As this test equipment can simulate the stress field of the geothermal reservoir, based on practical engineering in offshore southeast, China [42], three groups of HSDs were designed as variables (σH/σh was 3/3 MPa, 6/3 MPa, and 9/3 MPa, respectively, and the corresponding HSDs were 0 MPa, 3 MPa, and 6 MPa), σV was set as a constant (25 MPa) abide by the single-variable criterion. Meanwhile, three IRs (10/60/100 mL/min) were designed to explore the coupling effect of HSD and IR on granite failure behaviour. Before the test, rock samples were numbered, and fluid pressure was monitored during the test in real-time to determine BP. Granite samples were numbered in the format of “Hydraulic Fracturing abbreviation (HF)—sample (1, 2, 3)”. The specific test process is as follows:
(a)
Connect the fractured wellbore to the fluid inlet, and install a heat-shrinkable sleeve to seal the granite sample.
(b)
Put the sample into the true triaxial cavity, and slowly load to reach the designed stress in six directions to avoid eccentric compression damage.
(c)
Use the plunger pump to pump the fracturing fluid, mixed with the tracer, into the fractured wellbore until the pressure curve drops sharply.
(d)
Take out the rock sample and observe the fracture morphology signed by the tracer. If the fracture extends to the boundary, the sample is declared to be broken.

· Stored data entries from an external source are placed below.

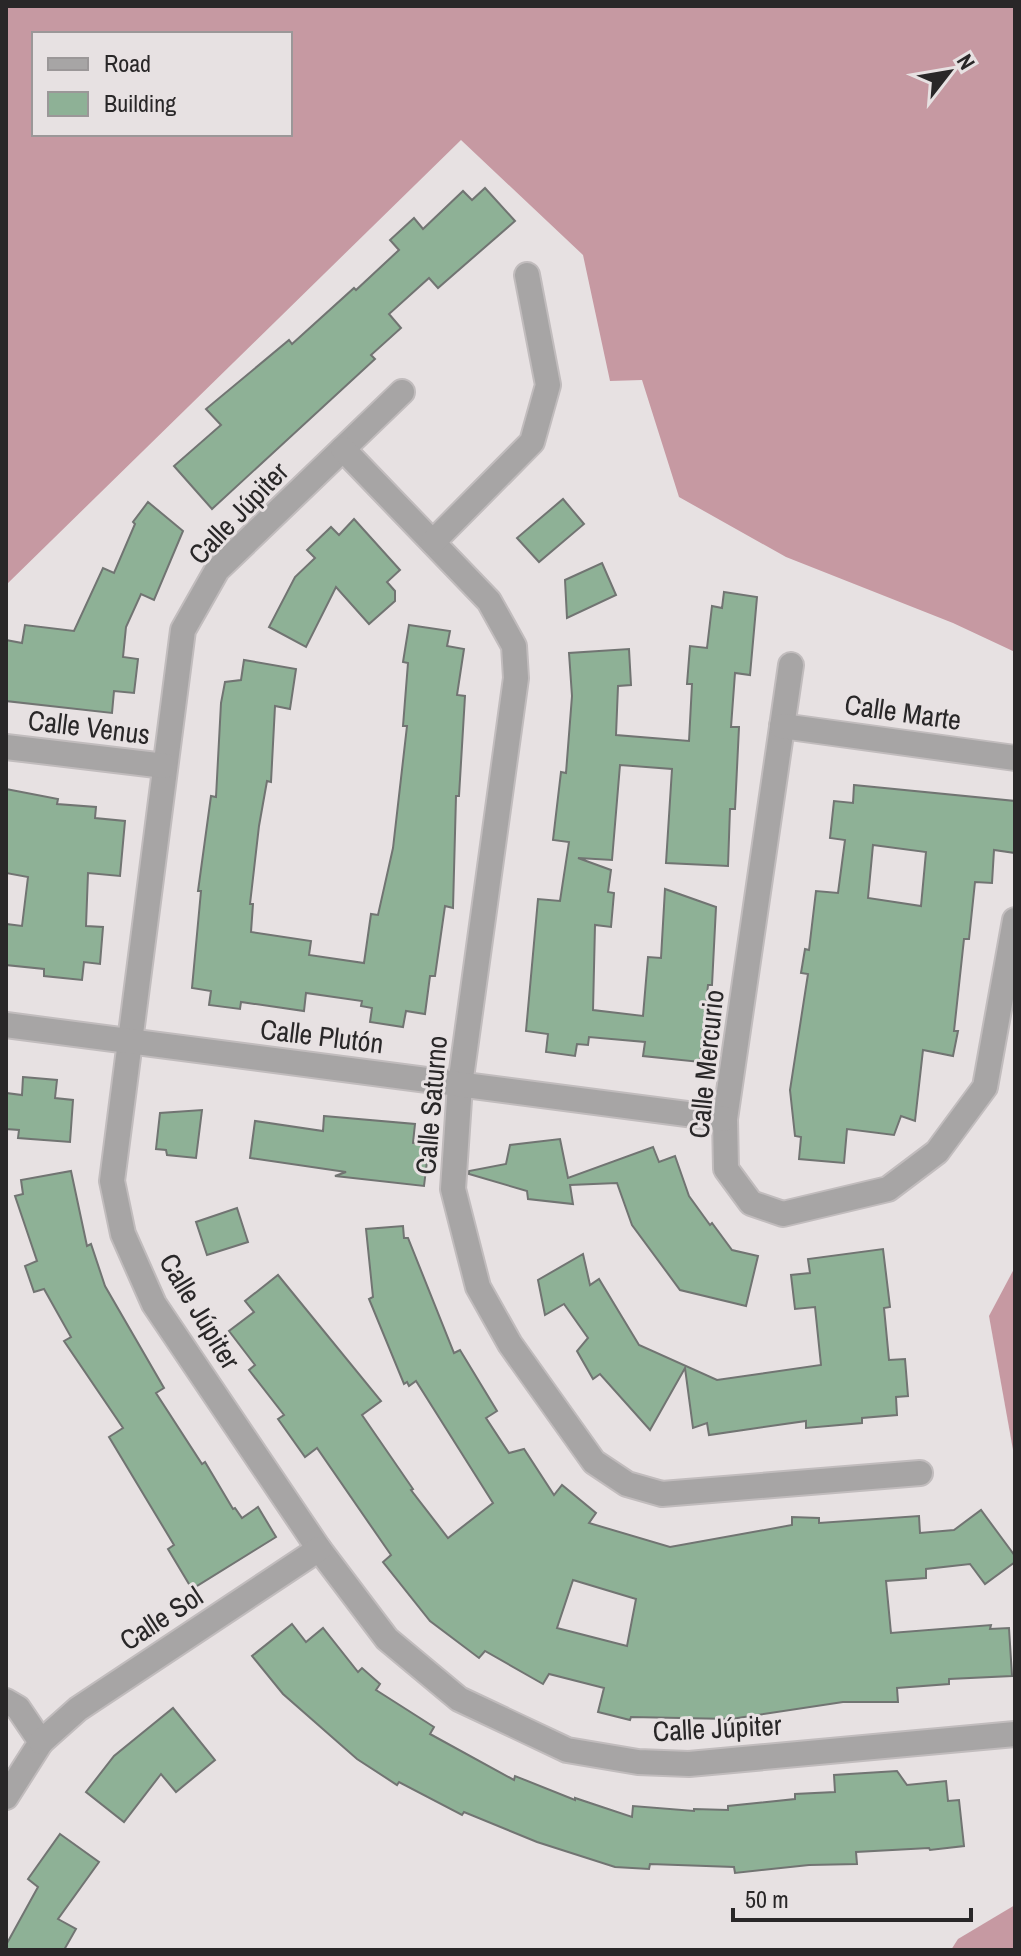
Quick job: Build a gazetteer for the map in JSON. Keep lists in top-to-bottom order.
{
  "streets": {
    "street": [
      "Calle Júpiter",
      "Calle Marte",
      "Calle Venus",
      "Calle Plutón",
      "Calle Mercurio",
      "Calle Saturno",
      "Calle Sol"
    ]
  },
  "crossings": [
    ["Calle Júpiter", "Calle Venus"],
    ["Calle Júpiter", "Calle Plutón"],
    ["Calle Júpiter", "Calle Saturno"],
    ["Calle Júpiter", "Calle Sol"],
    ["Calle Marte", "Calle Mercurio"],
    ["Calle Plutón", "Calle Mercurio"],
    ["Calle Plutón", "Calle Saturno"]
  ],
  "legend": ["Road", "Building"],
  "scale_bar": "50 m",
  "north": "top right"
}
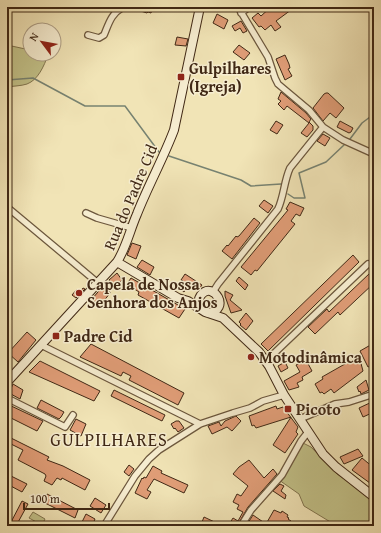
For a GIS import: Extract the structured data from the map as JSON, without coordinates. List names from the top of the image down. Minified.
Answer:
{"streets":{"street":["Rua do Padre Cid"]},"districts":["GULPILHARES"],"places":{"transit":["Gulpilhares (Igreja)","Padre Cid","Picoto"],"other":["Capela de Nossa Senhora dos Anjos","Motodinâmica"]},"scale_bar":"100 m","north":"top left"}
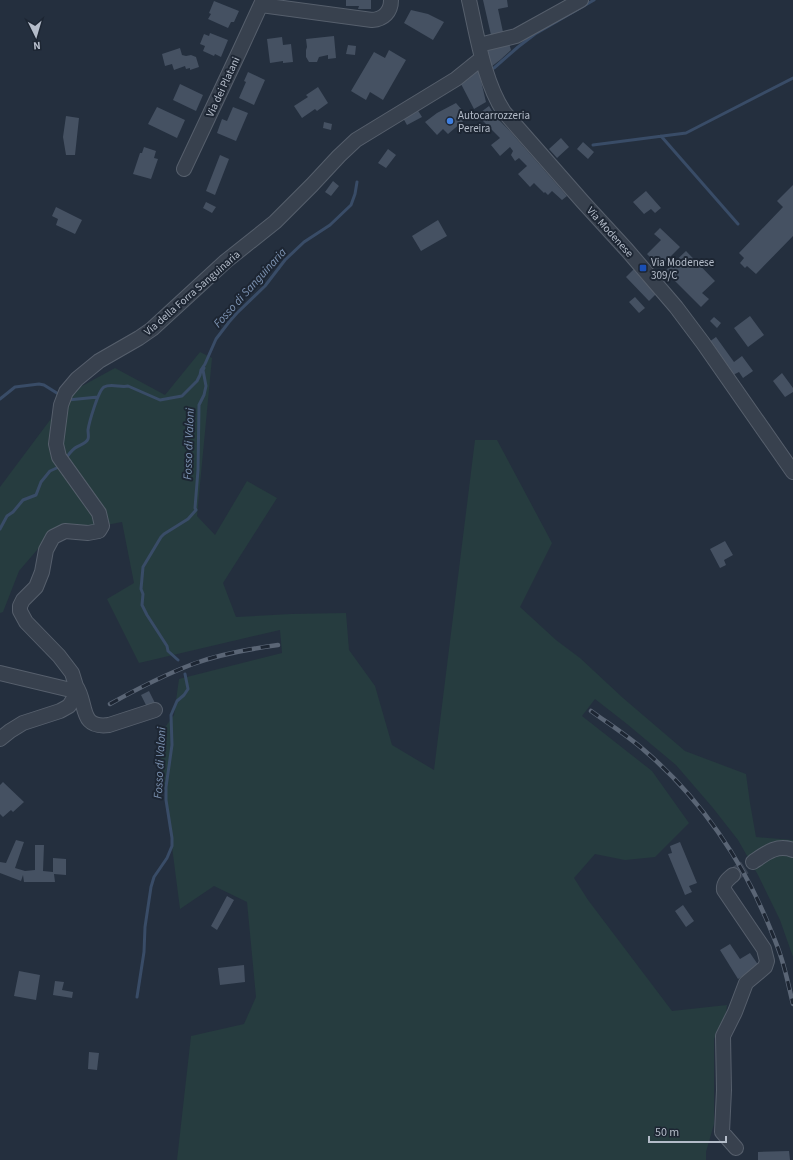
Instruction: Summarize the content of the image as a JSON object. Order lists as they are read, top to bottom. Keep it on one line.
{"streets":{"street":["Via dei Platani","Via Modenese","Via della Forra Sanguinaria"]},"crossings":[["Via Modenese","Via della Forra Sanguinaria"]],"water":["Fosso di Sanguinaria","Fosso di Valoni"],"places":{"other":["Autocarrozzeria Pereira"],"transit":["Via Modenese 309/C"]},"scale_bar":"50 m","north":"bottom"}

3. Laboratory Experimental Results and Discussion

3.1. Breakdown Pressure

Table 2 summarises the test conditions and fracturing results. Time-injection pressure curves are shown in Figure 4. It can be seen that when the HSD was 0 MPa and the IR was 10/60/100 mL/min, the BP of the rock sample was 6.66 MPa, 12.22 MPa, and 14.10 MPa, respectively (Figure 4a). Among them, when IR was 10 mL/min, the BP was respectively increased by 83.48% and 111.71% when IR was 100 mL/min and 60 mL/min. Obviously, when the HSD is low, the BP of granite increases with the IR, which is consistent with the failure behaviour of coal, shale, and sandstone under the same conditions [43,44]. Zoback et al. [45] explain that high IR would aggravate the filtration of fracturing fluid, and the fracturing fluid did not fully penetrate the microscopic defects of the rock, which inhibits the propagation of fractures and may be the cause of high BP, being difficult to crack granite under IR of 60/100 mL/min. However, the variation trend of BP changed at the HSD was 3 MPa. As the IR gradient increased, the value of BP was initially decreased by 2.37% and then increased by 32.29% (Figure 4b). This means, under this HSD, there may be a threshold between 10 mL/min and 100 mL/min that can effectively reduce the BP of granite [17]. Figure 4c manifests the curve of time-injection pressure under HSD is 6 MPa; with the increase of IR, the BP of the rock sample showed an accelerated decrease trend, it decreased from 12.75 MPa to 9.54 MPa and 5.79 MPa, with a decreased range of 25.18% and 39.31%, respectively. However, this phenomenon is the opposite when the HSD is 0MPa. It means that in the in-situ stress field with a larger HSD, increasing IR may help to reduce the difficulty of rock fracturing; while in the state of smaller HSD, reducing IR may easier to crack the reservoir.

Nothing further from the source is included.